Division of Nephrology, Department of Medicine, Johns Hopkins University School of Medicine, Baltimore, MD, USA.
Department of Epidemiology, Johns Hopkins Bloomberg School of Public Health, Baltimore, MD, USA.
BMC Nephrol. 2020 Jan 31;21(1):39. doi: 10.1186/s12882-020-1706-2.
The use of peritoneal dialysis (PD) has increased substantially in the United States (US) in the past decade. This was likely spurred in large part by the implementation of the expanded prospective payment system for the Medicare End Stage Renal Disease (ESRD) program in 2011. Over the same period, there has also been growing interest in urgent start PD, which is commonly defined as initiation of PD within 14 days of catheter insertion. Ye and colleagues recently reported their experience with urgent start PD in 2059 Chinese ESRD patients over a 9-year period. Rates of complications, including peri-catheter leaks and peritonitis, were very low despite initiation of PD immediately after open catheter placement via open laparotomy in nearly all patients. Long term technique survival was good, with only 75 patients developing catheter failure. This study provides further evidence to suggest that urgent start PD is feasible and effective, although the generalizability of these results to Western populations is unclear. Recent proposed changes to the payment models in the Medicare ESRD program, designed to incentivize use of kidney transplantation and home dialysis, are likely to further propel growth of PD and urgent start PD in the US. Further studies are needed to optimize use of urgent PD and patient outcomes.

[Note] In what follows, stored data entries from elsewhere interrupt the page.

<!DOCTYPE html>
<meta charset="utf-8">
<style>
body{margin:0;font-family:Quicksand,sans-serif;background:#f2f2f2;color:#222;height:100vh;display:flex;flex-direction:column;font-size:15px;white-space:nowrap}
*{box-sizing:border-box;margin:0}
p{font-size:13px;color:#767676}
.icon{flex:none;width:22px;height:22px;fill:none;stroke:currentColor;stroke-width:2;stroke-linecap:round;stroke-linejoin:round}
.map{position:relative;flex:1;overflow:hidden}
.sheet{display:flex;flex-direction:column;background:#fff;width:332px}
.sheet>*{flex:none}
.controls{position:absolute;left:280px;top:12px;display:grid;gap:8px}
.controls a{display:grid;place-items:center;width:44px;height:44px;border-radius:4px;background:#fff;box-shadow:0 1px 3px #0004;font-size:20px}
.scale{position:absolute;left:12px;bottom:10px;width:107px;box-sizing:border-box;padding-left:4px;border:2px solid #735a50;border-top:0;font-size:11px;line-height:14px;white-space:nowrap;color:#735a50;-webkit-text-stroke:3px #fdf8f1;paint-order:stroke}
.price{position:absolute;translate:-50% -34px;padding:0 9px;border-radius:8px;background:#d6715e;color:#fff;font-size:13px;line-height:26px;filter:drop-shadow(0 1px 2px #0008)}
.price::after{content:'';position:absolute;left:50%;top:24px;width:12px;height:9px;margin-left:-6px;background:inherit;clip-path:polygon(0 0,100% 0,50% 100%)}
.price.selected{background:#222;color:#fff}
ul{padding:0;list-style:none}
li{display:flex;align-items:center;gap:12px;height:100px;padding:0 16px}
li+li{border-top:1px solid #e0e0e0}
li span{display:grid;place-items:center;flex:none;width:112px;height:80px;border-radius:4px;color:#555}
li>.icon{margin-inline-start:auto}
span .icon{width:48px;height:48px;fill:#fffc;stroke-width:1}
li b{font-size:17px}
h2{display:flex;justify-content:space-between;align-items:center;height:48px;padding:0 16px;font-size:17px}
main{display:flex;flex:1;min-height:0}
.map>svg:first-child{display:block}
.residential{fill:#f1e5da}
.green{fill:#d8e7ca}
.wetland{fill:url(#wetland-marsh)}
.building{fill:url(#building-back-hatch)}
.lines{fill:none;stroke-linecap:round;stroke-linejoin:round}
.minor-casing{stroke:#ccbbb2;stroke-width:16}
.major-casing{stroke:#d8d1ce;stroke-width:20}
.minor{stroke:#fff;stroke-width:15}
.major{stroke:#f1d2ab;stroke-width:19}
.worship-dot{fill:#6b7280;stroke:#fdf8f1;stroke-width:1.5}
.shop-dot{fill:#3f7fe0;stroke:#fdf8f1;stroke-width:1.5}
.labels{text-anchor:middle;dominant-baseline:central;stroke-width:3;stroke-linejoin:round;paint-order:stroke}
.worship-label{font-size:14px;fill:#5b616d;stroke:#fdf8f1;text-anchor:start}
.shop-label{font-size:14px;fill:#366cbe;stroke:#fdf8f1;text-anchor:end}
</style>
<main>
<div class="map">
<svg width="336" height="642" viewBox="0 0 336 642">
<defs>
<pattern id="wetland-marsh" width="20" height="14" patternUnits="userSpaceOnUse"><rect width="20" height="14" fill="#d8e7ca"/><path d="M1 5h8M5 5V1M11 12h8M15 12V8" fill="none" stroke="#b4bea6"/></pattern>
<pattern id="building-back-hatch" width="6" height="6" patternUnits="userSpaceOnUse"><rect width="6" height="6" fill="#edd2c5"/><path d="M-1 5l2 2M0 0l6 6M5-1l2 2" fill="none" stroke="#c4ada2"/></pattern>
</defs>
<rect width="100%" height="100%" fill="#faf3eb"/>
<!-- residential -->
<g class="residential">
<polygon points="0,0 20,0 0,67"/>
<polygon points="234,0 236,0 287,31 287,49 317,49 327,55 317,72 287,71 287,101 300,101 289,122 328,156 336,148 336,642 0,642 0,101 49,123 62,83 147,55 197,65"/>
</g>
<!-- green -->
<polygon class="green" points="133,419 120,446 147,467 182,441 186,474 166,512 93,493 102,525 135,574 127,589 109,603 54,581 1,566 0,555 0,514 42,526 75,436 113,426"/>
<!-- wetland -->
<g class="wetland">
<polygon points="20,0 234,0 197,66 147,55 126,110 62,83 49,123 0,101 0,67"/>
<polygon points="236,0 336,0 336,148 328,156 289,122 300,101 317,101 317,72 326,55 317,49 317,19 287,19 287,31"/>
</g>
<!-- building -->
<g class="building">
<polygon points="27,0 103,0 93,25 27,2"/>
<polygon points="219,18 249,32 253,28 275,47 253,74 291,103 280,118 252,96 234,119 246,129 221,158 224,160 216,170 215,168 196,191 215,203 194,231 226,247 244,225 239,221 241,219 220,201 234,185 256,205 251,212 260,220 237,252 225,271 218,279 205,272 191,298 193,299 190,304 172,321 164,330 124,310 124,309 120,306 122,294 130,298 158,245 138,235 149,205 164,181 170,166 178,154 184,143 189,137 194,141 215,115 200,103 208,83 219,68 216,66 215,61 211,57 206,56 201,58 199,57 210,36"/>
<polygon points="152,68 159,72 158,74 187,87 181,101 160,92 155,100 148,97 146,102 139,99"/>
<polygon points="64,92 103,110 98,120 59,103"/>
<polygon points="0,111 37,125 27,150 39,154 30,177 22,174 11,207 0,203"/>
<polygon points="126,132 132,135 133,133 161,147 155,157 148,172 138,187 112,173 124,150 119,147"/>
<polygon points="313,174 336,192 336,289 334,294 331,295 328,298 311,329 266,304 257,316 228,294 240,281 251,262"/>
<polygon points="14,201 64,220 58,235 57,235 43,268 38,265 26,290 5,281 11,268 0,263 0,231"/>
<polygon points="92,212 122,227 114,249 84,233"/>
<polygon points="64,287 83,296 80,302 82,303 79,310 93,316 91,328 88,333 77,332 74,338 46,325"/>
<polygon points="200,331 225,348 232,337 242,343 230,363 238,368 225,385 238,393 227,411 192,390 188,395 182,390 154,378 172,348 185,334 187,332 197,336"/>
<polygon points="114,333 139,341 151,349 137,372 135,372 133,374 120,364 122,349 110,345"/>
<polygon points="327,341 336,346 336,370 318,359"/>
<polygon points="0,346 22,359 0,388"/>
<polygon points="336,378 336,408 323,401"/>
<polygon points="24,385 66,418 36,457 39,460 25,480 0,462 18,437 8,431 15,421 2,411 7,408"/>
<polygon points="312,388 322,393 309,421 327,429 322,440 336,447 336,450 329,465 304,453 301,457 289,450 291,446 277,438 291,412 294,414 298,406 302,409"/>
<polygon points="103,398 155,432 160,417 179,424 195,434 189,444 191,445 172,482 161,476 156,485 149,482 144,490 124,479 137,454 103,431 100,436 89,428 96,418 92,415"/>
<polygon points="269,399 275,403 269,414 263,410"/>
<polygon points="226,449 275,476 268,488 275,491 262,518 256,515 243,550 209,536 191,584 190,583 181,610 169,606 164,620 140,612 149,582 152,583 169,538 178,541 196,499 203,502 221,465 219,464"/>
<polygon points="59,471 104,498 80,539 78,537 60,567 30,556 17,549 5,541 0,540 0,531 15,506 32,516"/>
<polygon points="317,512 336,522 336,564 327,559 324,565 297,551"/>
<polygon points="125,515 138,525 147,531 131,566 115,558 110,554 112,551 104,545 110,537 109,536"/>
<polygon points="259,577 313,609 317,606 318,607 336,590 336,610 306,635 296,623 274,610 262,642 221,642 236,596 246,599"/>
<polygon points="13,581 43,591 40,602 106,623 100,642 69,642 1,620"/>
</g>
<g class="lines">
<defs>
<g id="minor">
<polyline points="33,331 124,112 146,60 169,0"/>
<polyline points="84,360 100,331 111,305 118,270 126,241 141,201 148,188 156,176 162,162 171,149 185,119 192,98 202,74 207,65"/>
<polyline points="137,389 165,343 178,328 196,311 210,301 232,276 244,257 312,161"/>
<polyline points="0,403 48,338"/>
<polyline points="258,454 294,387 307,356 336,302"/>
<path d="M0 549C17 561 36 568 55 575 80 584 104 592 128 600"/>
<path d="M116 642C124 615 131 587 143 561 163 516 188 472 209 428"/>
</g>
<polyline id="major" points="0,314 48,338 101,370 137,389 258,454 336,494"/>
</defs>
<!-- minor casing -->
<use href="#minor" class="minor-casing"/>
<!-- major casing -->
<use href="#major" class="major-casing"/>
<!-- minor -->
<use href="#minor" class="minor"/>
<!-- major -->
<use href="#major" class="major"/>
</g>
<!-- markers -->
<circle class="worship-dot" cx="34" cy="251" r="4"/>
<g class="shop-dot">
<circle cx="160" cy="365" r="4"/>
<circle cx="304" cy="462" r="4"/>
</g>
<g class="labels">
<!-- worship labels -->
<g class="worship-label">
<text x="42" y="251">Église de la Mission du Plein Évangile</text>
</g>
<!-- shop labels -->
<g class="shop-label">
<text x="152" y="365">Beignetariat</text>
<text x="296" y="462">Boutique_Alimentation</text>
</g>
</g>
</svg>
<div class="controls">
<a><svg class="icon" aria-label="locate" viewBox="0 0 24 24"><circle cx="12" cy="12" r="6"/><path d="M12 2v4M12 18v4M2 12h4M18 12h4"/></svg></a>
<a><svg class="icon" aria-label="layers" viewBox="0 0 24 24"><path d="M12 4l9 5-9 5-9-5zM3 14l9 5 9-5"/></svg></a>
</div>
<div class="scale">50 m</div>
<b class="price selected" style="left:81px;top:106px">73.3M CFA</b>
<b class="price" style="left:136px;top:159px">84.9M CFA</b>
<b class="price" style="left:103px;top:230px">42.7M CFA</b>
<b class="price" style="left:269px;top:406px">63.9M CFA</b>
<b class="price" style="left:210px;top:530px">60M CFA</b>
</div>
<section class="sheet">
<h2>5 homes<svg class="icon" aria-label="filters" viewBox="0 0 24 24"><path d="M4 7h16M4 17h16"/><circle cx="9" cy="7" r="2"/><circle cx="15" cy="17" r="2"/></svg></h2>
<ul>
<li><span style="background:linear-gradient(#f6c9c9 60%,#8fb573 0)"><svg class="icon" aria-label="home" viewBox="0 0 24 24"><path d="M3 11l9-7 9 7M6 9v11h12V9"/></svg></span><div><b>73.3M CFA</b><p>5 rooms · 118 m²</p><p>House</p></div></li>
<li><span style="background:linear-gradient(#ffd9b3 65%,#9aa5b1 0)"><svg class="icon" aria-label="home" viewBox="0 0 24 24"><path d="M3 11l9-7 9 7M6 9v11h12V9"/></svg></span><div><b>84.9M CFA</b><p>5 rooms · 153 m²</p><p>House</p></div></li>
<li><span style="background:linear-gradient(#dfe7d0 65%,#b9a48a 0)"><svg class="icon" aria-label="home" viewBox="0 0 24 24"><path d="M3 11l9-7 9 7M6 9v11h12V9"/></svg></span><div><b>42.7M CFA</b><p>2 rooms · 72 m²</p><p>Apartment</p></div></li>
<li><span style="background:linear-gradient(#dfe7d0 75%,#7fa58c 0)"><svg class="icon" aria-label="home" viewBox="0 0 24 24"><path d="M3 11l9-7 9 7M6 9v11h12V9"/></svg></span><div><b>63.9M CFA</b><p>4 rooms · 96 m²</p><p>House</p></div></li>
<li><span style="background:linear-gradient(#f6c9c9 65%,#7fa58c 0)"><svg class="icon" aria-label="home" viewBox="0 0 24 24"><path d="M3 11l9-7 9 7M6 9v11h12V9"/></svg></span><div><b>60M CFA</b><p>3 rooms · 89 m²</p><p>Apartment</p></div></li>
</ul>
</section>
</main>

在过去十年中,美国(US)腹膜透析(PD)的使用量大幅增加。这在很大程度上可能是由于 2011 年医疗保险终末期肾病(ESRD)计划扩大前瞻性支付系统的实施。在此期间,人们对紧急开始 PD 的兴趣也越来越大,通常将其定义为在导管插入后 14 天内开始 PD。Ye 及其同事最近报告了他们在 9 年期间对 2059 名中国 ESRD 患者进行紧急开始 PD 的经验。尽管几乎所有患者在剖腹手术后立即通过开放式手术放置导管,但包括导管周围渗漏和腹膜炎在内的并发症发生率非常低。长期技术生存率良好,只有 75 名患者发生导管失败。这项研究进一步证明了紧急开始 PD 是可行和有效的,尽管这些结果对西方人群的普遍性尚不清楚。最近对 Medicare ESRD 计划支付模式的修改建议旨在鼓励使用肾移植和家庭透析,这可能会进一步推动美国 PD 和紧急开始 PD 的增长。需要进一步研究以优化紧急 PD 的使用和患者的治疗效果。